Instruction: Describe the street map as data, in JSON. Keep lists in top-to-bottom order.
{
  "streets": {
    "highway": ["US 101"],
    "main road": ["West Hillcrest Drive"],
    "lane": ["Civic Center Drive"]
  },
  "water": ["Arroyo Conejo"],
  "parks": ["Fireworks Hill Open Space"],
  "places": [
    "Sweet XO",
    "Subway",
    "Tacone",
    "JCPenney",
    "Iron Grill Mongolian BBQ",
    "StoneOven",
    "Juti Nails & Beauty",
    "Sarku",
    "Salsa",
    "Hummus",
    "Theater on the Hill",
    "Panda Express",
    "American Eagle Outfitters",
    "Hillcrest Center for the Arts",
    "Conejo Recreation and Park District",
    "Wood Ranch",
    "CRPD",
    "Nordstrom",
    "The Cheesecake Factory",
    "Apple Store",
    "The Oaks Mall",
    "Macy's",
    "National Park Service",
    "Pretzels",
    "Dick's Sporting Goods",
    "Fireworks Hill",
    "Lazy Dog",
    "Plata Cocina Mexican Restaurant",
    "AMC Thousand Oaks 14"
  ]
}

==

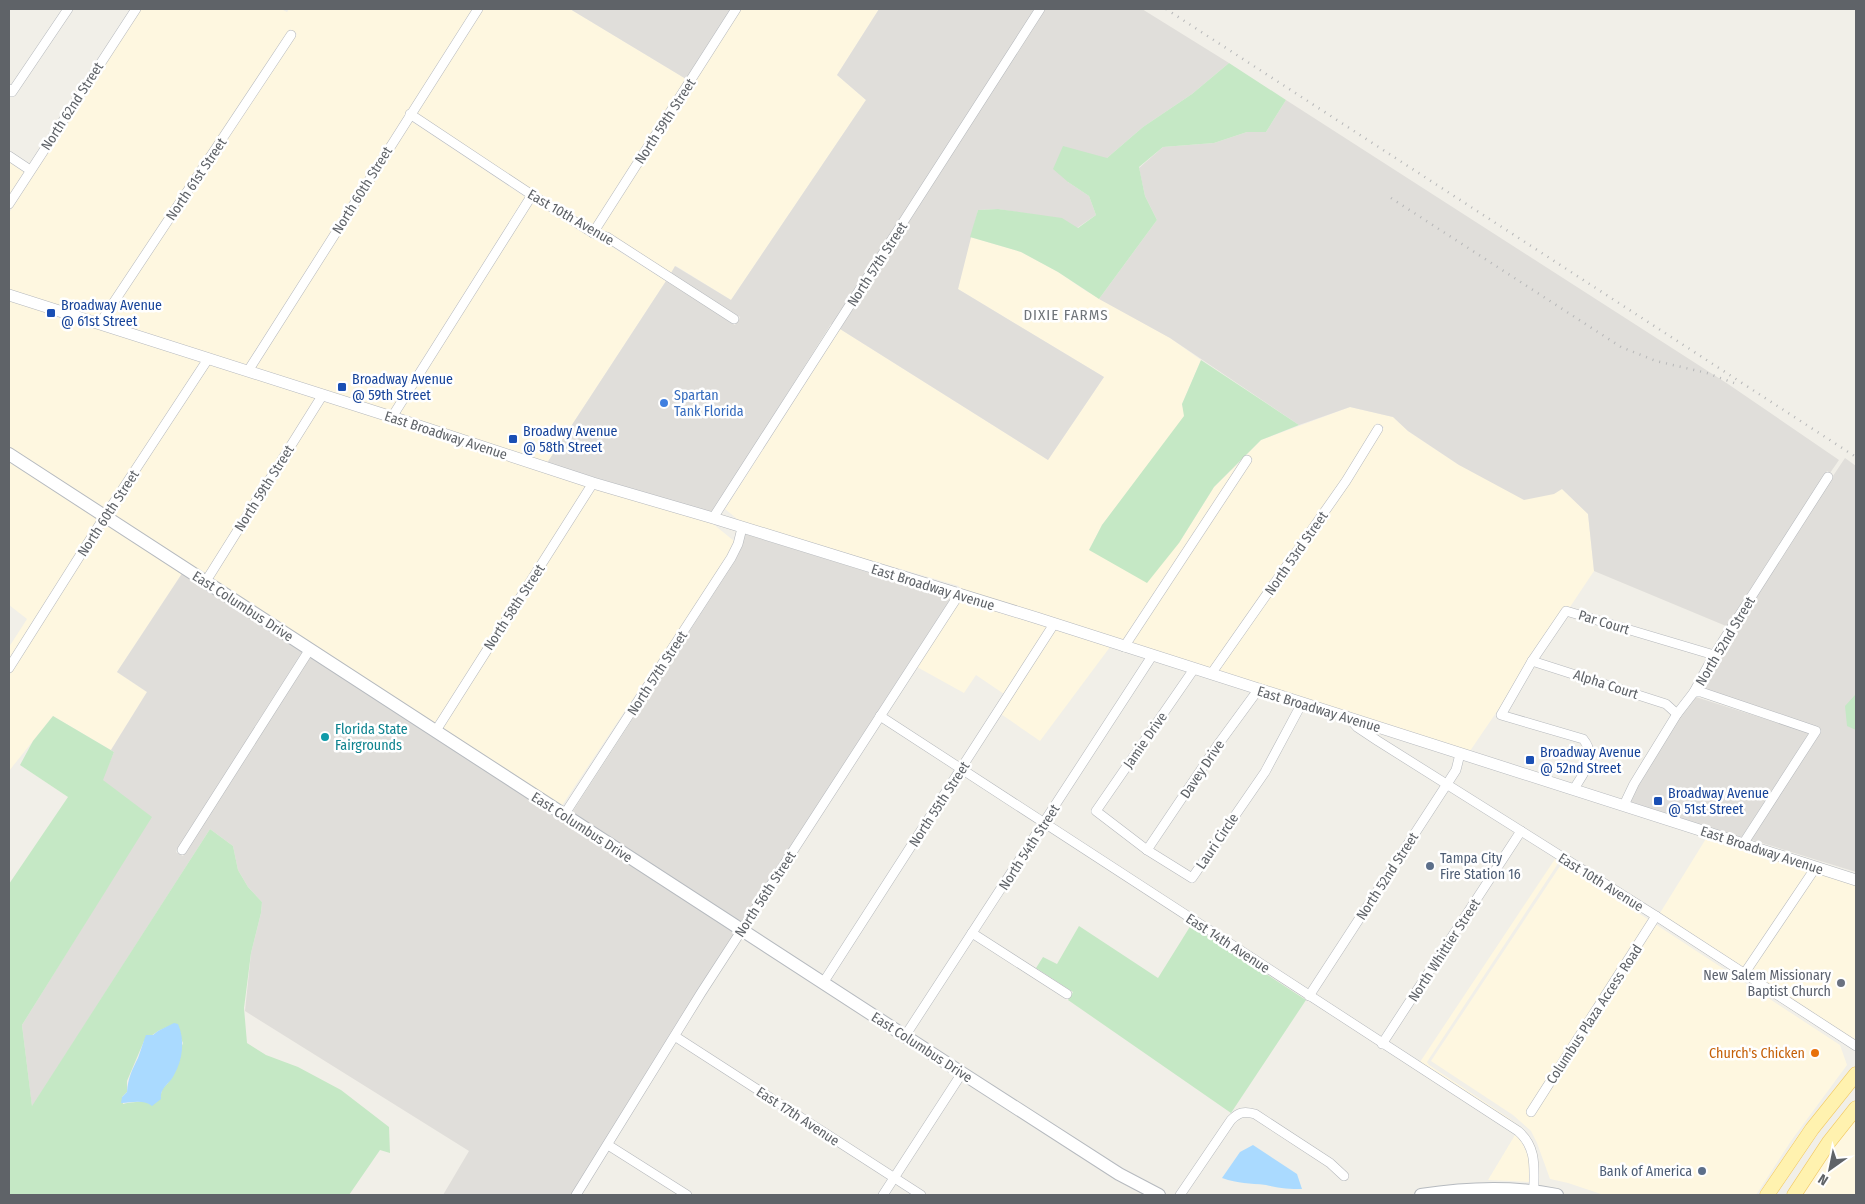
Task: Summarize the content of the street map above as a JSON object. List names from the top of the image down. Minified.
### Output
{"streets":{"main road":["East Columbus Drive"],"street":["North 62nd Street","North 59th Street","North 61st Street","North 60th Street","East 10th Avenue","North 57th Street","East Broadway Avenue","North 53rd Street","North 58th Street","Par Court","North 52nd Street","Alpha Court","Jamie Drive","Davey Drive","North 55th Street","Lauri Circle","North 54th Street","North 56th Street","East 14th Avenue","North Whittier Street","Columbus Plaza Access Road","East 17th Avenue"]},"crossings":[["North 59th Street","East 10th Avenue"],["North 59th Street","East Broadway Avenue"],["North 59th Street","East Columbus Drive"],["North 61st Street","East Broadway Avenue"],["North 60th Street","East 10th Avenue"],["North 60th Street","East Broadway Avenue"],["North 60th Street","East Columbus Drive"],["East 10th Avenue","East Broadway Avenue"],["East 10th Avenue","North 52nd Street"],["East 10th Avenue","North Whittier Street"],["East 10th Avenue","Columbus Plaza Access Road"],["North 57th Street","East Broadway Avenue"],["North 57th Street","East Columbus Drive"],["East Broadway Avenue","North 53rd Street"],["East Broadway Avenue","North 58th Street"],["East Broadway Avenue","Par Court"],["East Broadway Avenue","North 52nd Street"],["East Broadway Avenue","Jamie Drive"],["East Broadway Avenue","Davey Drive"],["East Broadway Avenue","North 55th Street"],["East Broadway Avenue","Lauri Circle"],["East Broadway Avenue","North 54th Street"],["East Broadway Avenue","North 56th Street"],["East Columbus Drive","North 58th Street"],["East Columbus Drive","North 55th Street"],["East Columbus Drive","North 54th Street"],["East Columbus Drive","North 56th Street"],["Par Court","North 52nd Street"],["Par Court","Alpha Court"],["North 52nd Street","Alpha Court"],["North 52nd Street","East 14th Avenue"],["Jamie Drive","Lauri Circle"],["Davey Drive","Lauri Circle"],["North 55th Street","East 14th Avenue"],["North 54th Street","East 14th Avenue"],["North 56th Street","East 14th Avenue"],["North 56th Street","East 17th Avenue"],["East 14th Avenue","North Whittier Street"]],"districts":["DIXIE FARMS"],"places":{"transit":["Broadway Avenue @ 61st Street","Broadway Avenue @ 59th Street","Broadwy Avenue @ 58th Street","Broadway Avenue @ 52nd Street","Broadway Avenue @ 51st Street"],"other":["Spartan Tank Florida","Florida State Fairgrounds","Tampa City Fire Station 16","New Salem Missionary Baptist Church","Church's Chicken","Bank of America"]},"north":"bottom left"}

What needs to be done.
The string "Center" shows up in some lines of the listing. Copy each such line.

Response below.
    "lane": ["Civic Center Drive"]
    "Hillcrest Center for the Arts",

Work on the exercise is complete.